Was meint Thiersch mit...

  • Lebenswelt als Selbstverständlichkeit

  • Lebenswelt als Aufgabe

Lebenswelt  als Selbstverständlichkeit

Hier versteht man Lebenswelt als eine Wirklichkeit. in der wir uns selbst­verständlich vorfinden. uns zu Hause fühlen, uns auskennen und gefor­dert werden. In dieser Lebenswelt versucht der Mensch zurechtzukom­men, indem er sein Handeln durch Typisierung. Routine und selbst aufgestellte Regeln entlastet.

Lebenswelt  als Aufgabe

Zweite Auffassung von Lebenswelt meint eine Wirklichkeit. die in un­serer Zeit offensichtlich schwierig, mühsam, herausfordernd und z.T. überfordernd ist. Des Weiteren ist die neue Lebenswelt charakterisiert durch die beiden Pole: Pluralität der Lebenswelten und Individualisierung der Lebensführung. Weitergegebene (tradierte) Lebensformen wie Wohnen, Lernen, Zusammenleben und Arbeiten werden brüchig, enthalten allerdings auch neue Chancen. Diese Situation beinhaltet für viele Menschen Forderung wie auch z.T. Überforderung. Um seine Lebenswelt nun jedoch wieder übersichtlich und gestaltbar zu machen, brauchen viele - und offensicht­lich zunehmend mehr Menschen - Anregungen. Unterstützung und Be­ratung. Es wird zunehmend notwendig, Beziehungen zu stiften und sozi­ale Bezüge, Netze und Lebensräume zu schaffen.

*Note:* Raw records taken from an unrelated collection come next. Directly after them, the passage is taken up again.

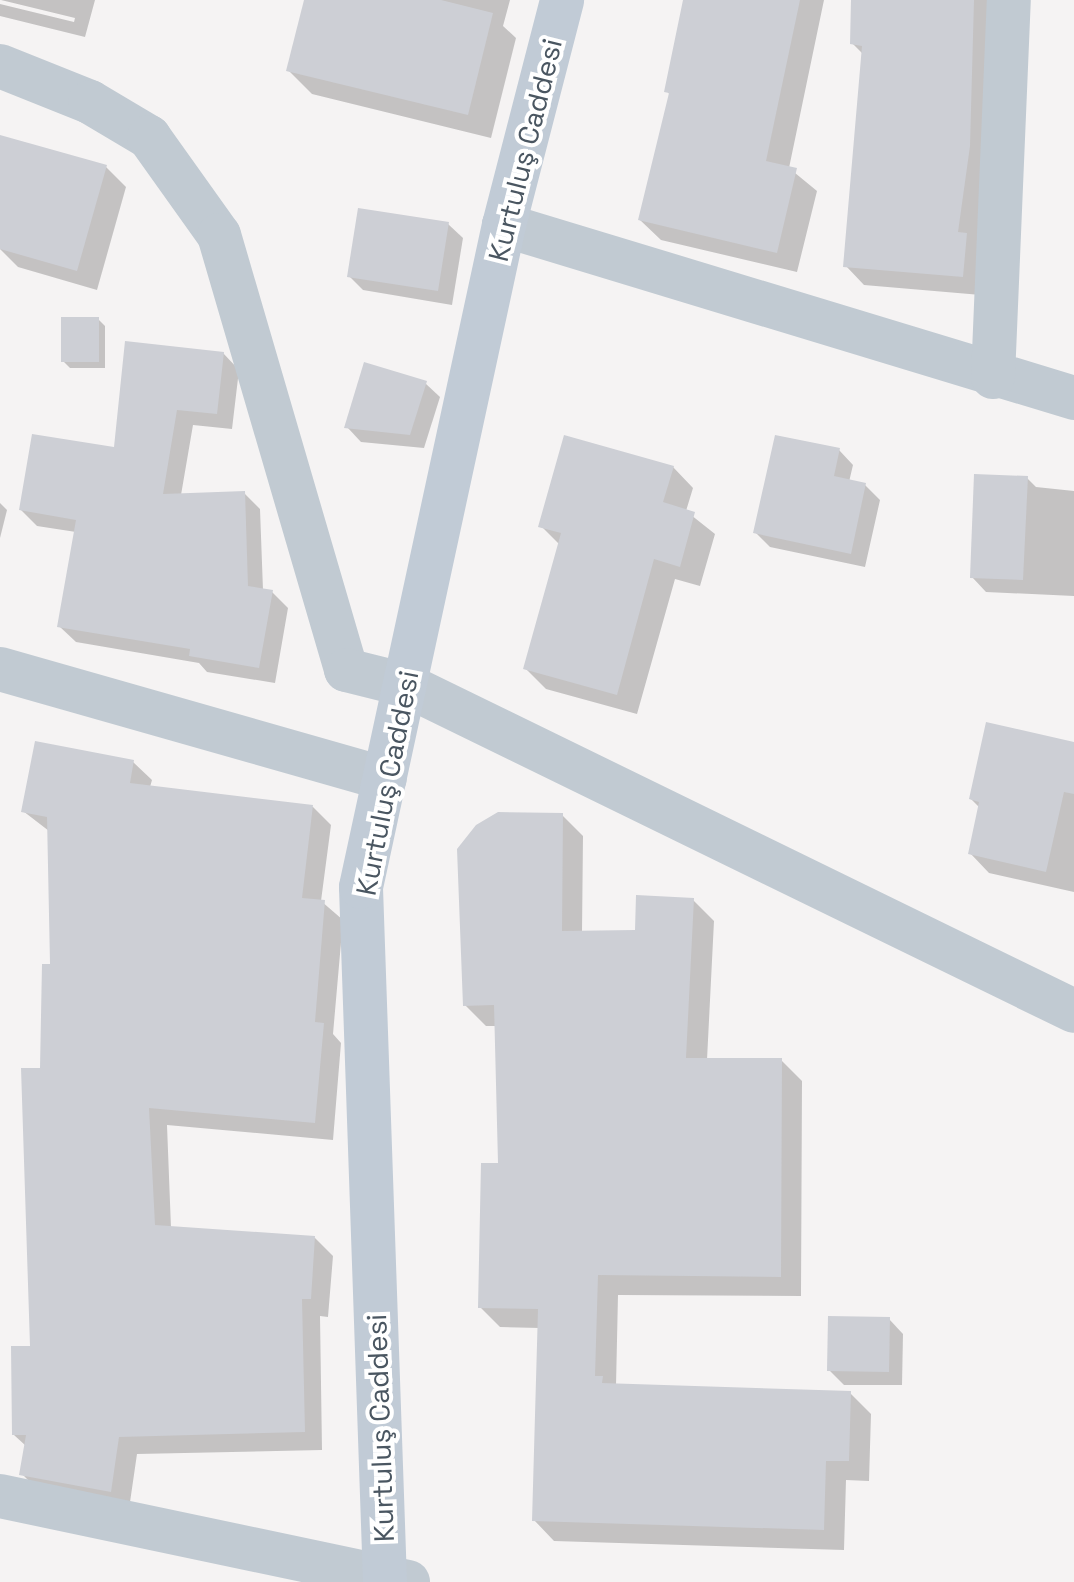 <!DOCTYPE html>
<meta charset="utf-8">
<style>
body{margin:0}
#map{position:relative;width:1074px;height:1582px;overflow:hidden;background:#f5f3f3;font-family:"Space Grotesk",sans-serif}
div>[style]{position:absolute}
.shadow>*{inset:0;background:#0003}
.building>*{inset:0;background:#cdcfd5}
.minor>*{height:44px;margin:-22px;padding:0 22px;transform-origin:22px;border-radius:22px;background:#c1cad2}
.secondary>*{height:44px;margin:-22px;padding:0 22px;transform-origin:22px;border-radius:22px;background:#c1cbd6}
span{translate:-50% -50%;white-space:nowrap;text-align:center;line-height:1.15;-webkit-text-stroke:8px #fff;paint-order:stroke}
.street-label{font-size:28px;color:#4a5661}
</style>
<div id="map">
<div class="shadow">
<i style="clip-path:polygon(1px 0,95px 0,85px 37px,0 16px,0 4px,74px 22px,75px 18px)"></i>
<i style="clip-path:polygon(306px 0,510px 0,503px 26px,516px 38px,491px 138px,312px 94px,288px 70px)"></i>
<i style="clip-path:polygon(685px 0,824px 0,789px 168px,817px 191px,797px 272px,661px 240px,640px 220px,670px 95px,667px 91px)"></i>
<i style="clip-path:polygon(853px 0,989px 0,981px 295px,864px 285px,846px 266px,864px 55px,852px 43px)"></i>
<i style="clip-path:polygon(0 137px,106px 167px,126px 187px,97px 290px,18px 267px,0 249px)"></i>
<i style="clip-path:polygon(448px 224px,463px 238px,452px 305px,363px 290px,349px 276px)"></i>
<i style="clip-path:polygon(98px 319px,105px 326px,105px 368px,70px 368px,63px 361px)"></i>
<i style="clip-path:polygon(223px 353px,239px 370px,232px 429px,193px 425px,181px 495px,244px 493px,260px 509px,263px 590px,272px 592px,288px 608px,275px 683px,207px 672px,199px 663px,76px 642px,59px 626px,76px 532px,37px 526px,21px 510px,115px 450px)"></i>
<i style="clip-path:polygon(425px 383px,440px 397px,424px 448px,361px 442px,347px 427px)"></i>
<i style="clip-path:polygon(839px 450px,853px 465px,849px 482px,865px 485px,880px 500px,865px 567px,770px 547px,755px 532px)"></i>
<i style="clip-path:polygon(673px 467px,693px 488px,686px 511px,715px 534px,700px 586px,675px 579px,637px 714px,546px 689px,526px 669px,560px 545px,541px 526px)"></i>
<i style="clip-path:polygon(1027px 478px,1036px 487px,1074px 491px,1074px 596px,986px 592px,972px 577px)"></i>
<i style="clip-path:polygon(0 503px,7px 510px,0 538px)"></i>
<i style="clip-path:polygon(1074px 744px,1074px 892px,989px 873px,970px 853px,980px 808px,971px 799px)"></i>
<i style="clip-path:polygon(133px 762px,152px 780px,150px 787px,313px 807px,331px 825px,321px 901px,343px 920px,333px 1034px,341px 1043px,333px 1140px,167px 1125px,171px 1228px,315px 1238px,333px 1256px,328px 1317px,320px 1316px,322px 1450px,137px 1454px,129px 1509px,40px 1492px,22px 1474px,26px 1446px,14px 1435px,32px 1348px,42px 1070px,52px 966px,49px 831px,23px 811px)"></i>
<i style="clip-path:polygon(562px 815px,583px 836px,582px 933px,637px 932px,693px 900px,714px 921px,707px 1060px,781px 1060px,802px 1081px,801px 1296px,618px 1295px,616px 1386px,850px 1393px,871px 1414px,869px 1481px,846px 1480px,844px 1550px,554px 1541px,534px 1520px,540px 1328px,500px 1327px,480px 1307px,500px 1165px,497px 1026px,486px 1026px,465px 1005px)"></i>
<i style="clip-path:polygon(889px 1319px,903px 1334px,902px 1385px,844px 1385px,829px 1370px)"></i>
</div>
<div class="building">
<i style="clip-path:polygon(304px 0,441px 0,493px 13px,468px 115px,286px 71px)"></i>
<i style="clip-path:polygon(683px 0,800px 0,766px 161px,797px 168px,777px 253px,638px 220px,669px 93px,664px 92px)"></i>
<i style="clip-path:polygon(851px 0,974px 0,970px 146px,958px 232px,967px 233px,963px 277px,843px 267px,862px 46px,850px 44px)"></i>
<i style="clip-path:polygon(0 135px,107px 165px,77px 271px,0 249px)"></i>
<i style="clip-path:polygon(358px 208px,449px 222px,438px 291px,347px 277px)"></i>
<i style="clip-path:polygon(61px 317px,99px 317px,99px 362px,61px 362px)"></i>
<i style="clip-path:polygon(125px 341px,224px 352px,217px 414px,177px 410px,163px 494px,245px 491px,248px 586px,273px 590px,259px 668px,189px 656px,190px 649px,57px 627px,76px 520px,19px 510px,32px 434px,114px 447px)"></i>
<i style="clip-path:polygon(364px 362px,427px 381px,410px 435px,344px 428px)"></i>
<i style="clip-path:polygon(564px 435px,674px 466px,663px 502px,695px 512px,680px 567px,654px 559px,617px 695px,523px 669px,561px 533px,538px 527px)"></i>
<i style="clip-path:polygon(775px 435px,840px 448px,834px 476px,866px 483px,851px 554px,753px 533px)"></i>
<i style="clip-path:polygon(974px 474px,1028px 476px,1023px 580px,970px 578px)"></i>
<i style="clip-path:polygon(986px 722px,1074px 742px,1074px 794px,1064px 792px,1046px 872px,968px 854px,979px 802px,969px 799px)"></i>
<i style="clip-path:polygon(35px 741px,134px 760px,130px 783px,313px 805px,302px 898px,325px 900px,315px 1022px,324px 1023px,315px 1123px,149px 1108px,155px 1225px,315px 1236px,311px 1299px,302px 1299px,305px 1432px,119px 1437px,111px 1492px,19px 1475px,26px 1435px,12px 1435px,11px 1346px,30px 1346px,21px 1068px,40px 1068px,42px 964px,50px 964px,47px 817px,21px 812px)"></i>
<i style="clip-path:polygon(498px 812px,563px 813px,562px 931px,635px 930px,636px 895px,694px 898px,686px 1058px,782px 1058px,781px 1277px,598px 1275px,595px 1376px,603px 1376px,602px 1383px,851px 1391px,849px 1461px,826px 1461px,824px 1530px,532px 1521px,538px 1309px,478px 1308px,481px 1163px,498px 1163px,494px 1005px,463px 1006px,457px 849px,476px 825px)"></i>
<i style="clip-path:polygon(828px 1316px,890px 1317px,889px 1372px,827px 1371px)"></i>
</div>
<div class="minor">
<i style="left:0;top:66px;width:97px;rotate:21.8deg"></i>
<i style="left:90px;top:102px;width:69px;rotate:30.7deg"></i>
<i style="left:149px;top:137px;width:120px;rotate:54.5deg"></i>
<i style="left:219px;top:235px;width:453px;rotate:73.7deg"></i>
<i style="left:346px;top:670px;width:62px;rotate:14deg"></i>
<i style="left:406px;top:685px;width:743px;rotate:26.01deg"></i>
<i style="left:504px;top:225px;width:596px;rotate:16.88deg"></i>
<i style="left:993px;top:377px;width:377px;rotate:-87.6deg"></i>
<i style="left:0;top:669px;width:400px;rotate:15.9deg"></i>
<i style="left:0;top:1496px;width:417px;rotate:11.9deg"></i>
</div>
<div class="secondary">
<i style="left:385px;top:1582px;width:695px;rotate:-91.98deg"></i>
<i style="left:361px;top:887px;width:677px;rotate:-77.81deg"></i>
<i style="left:504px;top:225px;width:232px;rotate:-75.5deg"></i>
</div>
<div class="street-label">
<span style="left:525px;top:150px;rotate:-76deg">Kurtuluş Caddesi</span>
<span style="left:387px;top:783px;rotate:-79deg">Kurtuluş Caddesi</span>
<span style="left:380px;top:1428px;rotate:-92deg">Kurtuluş Caddesi</span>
</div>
</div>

5 Dimensionen der Theoriebildung von Sozialer Arbeit nach Thiersch

1. Lebenswelt der Adressaten:

Frage  nach den Lebensverhältnissen und -defiziten der Adressaten. Sozialpädagogik/Sozialarbeit - für Thiersch ist diese Reihenfolge üblich - muss die Lebenserfahrungen und -welten jener Menschen kennen, mit denen sie es zu tun hat. Soziale Arbeit geht dabei zunächst von der Normalität des Alltags und erst sekundär von den Schwierigkeiten aus. die eine Person hat.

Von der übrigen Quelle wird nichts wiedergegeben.